◆ RECORDS ◆
_ _ _ _ _
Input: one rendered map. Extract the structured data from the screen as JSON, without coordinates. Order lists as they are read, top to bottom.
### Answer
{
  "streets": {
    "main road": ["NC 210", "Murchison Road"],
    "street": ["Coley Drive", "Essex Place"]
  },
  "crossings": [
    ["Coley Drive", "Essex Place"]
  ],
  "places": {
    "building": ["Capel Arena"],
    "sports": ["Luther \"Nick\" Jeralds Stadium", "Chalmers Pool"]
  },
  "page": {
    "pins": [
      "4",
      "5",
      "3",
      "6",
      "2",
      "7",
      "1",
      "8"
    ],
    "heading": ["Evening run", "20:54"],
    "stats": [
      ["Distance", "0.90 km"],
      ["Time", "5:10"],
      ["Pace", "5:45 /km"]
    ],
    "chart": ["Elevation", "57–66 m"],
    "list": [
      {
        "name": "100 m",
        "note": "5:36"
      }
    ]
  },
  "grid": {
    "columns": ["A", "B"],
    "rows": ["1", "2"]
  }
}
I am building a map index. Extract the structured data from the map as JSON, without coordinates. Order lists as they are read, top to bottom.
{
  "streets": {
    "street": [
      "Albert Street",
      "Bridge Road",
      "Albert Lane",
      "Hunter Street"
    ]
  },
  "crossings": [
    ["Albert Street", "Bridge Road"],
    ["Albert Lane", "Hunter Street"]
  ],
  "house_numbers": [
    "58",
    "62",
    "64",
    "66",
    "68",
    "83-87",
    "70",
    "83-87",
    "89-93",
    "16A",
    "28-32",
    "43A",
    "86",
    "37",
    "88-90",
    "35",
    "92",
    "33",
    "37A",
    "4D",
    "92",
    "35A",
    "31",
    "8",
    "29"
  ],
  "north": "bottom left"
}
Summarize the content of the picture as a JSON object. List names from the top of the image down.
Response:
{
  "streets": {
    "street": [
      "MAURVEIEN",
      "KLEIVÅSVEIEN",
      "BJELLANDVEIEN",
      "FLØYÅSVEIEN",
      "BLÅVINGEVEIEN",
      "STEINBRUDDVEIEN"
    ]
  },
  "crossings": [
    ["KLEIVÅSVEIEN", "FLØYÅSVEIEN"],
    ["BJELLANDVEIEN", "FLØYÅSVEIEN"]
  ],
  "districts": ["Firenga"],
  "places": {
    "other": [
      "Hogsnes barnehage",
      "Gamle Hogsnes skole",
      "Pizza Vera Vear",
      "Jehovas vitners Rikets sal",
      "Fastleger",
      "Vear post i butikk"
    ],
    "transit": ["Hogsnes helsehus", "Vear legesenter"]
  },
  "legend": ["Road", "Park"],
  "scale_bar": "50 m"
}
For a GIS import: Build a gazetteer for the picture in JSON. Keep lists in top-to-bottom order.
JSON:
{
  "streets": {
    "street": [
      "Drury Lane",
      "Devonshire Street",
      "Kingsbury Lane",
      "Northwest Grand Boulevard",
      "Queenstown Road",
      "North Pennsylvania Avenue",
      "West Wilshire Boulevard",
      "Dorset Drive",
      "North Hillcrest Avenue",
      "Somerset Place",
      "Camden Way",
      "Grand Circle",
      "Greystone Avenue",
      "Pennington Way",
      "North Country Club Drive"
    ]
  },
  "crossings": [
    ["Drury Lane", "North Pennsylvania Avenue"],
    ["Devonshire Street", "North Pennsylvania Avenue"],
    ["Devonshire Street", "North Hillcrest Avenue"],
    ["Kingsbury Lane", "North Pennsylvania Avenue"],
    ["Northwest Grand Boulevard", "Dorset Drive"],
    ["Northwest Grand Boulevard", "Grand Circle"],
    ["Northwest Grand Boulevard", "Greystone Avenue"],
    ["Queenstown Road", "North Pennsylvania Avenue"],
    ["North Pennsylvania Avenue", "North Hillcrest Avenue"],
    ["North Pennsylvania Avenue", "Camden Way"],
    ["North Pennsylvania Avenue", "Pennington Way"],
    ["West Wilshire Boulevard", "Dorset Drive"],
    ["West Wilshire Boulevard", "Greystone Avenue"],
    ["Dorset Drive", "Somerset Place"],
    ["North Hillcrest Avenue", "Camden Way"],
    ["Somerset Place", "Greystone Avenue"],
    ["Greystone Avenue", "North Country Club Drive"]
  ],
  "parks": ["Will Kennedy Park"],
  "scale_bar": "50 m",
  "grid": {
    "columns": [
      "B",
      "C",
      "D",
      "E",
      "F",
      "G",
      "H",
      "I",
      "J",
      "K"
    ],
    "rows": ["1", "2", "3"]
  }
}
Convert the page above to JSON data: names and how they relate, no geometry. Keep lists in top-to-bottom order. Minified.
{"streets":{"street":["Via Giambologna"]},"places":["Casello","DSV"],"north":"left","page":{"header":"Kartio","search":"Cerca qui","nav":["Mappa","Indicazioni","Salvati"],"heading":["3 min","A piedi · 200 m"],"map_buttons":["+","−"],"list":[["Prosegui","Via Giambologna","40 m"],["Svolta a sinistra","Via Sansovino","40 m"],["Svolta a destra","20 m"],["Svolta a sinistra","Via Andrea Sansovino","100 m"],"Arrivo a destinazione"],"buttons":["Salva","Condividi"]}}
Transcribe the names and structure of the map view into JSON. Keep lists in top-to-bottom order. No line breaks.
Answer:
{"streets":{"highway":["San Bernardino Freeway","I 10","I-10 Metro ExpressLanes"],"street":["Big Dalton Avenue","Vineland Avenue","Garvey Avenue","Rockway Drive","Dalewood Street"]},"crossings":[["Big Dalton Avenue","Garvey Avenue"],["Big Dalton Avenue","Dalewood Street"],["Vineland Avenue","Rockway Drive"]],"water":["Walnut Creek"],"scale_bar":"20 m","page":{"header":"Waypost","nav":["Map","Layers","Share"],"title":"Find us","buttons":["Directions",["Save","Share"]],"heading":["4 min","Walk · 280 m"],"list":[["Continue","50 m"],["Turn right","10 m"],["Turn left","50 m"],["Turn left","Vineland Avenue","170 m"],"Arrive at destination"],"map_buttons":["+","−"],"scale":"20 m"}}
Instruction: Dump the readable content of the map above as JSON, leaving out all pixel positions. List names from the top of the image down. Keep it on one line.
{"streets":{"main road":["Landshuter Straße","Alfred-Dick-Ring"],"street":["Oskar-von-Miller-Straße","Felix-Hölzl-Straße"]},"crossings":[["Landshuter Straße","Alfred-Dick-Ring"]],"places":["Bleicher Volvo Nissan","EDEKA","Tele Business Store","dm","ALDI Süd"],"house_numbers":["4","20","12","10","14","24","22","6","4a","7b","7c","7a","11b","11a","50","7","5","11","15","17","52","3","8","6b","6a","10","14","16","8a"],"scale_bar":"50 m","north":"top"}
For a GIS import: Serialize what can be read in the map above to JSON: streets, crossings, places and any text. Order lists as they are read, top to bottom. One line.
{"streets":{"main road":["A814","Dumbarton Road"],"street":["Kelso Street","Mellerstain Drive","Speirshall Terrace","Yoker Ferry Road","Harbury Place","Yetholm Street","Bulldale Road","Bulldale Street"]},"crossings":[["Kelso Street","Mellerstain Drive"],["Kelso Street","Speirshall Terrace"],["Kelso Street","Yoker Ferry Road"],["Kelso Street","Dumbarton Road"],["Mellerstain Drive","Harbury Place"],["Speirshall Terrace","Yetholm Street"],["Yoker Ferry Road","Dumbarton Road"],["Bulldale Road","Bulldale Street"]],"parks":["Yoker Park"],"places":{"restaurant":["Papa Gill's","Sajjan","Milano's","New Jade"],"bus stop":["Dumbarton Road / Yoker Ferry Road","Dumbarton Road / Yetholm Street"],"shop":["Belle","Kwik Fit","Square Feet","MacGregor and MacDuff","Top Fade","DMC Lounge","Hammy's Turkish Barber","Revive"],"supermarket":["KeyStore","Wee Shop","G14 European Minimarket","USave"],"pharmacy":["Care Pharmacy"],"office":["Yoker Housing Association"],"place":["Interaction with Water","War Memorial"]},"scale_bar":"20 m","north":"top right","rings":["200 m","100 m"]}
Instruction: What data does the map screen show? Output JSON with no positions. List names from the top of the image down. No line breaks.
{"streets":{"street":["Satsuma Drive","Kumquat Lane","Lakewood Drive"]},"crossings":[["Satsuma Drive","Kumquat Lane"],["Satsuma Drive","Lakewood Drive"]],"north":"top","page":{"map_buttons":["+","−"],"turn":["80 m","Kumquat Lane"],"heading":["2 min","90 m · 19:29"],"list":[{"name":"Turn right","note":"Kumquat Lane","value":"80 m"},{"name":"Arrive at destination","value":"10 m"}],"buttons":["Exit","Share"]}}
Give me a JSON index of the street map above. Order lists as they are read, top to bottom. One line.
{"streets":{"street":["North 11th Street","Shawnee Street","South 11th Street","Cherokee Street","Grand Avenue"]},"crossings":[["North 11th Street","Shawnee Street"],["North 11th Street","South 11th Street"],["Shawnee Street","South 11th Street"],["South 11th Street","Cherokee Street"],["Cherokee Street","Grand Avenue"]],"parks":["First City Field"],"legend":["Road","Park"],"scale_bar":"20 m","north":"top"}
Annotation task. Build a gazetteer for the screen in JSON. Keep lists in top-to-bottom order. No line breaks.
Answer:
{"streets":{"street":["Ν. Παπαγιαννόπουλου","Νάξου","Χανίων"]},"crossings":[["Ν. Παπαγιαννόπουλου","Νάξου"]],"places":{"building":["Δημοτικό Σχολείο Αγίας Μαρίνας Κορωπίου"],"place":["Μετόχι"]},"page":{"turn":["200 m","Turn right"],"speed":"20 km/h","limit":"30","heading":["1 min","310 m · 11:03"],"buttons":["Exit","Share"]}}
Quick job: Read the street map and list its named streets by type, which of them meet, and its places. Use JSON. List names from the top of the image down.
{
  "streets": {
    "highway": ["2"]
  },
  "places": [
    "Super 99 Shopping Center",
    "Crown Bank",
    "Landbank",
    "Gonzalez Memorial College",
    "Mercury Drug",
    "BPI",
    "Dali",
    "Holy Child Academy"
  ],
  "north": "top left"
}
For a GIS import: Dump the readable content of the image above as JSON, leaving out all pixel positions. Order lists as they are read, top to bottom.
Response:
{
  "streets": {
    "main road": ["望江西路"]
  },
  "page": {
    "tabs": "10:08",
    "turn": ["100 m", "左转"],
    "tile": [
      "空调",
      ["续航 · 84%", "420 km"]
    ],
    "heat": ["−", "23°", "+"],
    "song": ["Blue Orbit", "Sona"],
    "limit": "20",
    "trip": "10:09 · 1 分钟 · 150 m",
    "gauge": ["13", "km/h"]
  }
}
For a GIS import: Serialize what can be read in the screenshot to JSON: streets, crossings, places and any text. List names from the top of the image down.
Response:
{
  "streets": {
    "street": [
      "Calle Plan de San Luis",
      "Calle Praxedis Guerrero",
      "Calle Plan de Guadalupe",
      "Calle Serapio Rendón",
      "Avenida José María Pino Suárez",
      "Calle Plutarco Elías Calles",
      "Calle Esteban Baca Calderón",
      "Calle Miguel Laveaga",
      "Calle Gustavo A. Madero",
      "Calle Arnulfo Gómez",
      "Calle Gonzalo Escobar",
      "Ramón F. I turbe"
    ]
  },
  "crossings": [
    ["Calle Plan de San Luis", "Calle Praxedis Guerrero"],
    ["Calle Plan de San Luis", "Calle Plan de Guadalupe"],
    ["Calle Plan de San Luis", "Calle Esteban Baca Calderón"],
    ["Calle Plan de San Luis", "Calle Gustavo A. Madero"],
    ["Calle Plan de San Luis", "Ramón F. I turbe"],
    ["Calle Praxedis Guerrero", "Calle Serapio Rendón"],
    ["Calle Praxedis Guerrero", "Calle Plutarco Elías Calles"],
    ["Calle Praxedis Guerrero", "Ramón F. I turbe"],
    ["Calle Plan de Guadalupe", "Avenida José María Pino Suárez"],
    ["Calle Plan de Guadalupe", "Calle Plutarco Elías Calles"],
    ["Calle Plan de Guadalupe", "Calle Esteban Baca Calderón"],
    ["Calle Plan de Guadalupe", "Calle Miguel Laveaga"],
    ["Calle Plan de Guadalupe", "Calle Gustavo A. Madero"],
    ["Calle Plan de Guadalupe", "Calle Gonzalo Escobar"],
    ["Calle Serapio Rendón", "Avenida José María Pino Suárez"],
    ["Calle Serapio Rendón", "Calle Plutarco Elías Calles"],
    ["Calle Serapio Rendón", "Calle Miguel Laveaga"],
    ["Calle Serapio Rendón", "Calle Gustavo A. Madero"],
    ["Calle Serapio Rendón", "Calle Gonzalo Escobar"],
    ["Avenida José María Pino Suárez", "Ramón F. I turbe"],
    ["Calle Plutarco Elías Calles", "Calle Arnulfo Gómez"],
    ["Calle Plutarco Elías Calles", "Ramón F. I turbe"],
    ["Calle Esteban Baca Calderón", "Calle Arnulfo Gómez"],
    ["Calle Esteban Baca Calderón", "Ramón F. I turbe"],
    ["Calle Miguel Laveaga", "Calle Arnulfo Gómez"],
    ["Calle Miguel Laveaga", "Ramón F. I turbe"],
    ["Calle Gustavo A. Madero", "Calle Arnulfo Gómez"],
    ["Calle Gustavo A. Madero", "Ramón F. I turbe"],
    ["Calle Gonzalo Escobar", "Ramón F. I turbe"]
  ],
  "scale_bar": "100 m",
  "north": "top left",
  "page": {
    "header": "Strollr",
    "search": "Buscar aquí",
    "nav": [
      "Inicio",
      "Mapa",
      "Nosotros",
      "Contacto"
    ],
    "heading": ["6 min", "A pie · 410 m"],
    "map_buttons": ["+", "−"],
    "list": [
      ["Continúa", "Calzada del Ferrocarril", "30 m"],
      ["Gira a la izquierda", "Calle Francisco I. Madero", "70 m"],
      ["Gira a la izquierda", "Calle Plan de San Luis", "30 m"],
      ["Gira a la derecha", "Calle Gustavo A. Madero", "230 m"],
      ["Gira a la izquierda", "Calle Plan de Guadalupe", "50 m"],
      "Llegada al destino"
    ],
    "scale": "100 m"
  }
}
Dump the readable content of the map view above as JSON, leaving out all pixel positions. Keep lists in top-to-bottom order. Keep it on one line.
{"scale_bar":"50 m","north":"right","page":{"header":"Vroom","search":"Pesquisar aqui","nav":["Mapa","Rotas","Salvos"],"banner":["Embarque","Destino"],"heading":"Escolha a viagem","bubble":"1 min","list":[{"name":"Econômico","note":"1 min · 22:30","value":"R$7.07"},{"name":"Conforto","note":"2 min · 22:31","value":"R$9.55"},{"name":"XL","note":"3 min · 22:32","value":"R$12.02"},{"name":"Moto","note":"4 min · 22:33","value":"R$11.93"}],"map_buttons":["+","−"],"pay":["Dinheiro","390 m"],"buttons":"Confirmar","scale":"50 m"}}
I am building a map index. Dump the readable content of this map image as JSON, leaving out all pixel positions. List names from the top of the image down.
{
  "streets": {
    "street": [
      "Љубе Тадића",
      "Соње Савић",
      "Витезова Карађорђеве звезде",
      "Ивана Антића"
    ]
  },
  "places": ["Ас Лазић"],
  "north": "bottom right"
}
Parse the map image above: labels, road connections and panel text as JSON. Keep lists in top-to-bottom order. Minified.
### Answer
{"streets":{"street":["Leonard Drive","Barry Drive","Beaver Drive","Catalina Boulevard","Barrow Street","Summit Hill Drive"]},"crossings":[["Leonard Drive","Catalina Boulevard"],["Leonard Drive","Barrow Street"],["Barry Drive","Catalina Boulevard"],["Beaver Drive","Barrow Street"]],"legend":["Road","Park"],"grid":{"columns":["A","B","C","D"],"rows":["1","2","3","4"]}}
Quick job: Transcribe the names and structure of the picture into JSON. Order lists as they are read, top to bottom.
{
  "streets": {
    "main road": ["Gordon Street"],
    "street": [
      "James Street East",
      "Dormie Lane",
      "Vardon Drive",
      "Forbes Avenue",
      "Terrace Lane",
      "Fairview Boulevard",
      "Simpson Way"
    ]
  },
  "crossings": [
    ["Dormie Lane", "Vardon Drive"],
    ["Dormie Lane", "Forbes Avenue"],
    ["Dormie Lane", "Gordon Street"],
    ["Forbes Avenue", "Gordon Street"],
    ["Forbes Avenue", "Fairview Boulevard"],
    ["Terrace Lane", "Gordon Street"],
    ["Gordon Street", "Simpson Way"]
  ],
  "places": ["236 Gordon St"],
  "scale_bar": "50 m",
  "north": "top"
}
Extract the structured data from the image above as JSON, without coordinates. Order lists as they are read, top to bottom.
_ _ _ _ _
Return, word for word, the lines of the data above from the line with "Summarize the content" through the line with "For a GIS import: Build", inclusive.

◆ TASK SOLUTION ◆
Summarize the content of the picture as a JSON object. List names from the top of the image down.
Response:
{
  "streets": {
    "street": [
      "MAURVEIEN",
      "KLEIVÅSVEIEN",
      "BJELLANDVEIEN",
      "FLØYÅSVEIEN",
      "BLÅVINGEVEIEN",
      "STEINBRUDDVEIEN"
    ]
  },
  "crossings": [
    ["KLEIVÅSVEIEN", "FLØYÅSVEIEN"],
    ["BJELLANDVEIEN", "FLØYÅSVEIEN"]
  ],
  "districts": ["Firenga"],
  "places": {
    "other": [
      "Hogsnes barnehage",
      "Gamle Hogsnes skole",
      "Pizza Vera Vear",
      "Jehovas vitners Rikets sal",
      "Fastleger",
      "Vear post i butikk"
    ],
    "transit": ["Hogsnes helsehus", "Vear legesenter"]
  },
  "legend": ["Road", "Park"],
  "scale_bar": "50 m"
}
For a GIS import: Build a gazetteer for the picture in JSON. Keep lists in top-to-bottom order.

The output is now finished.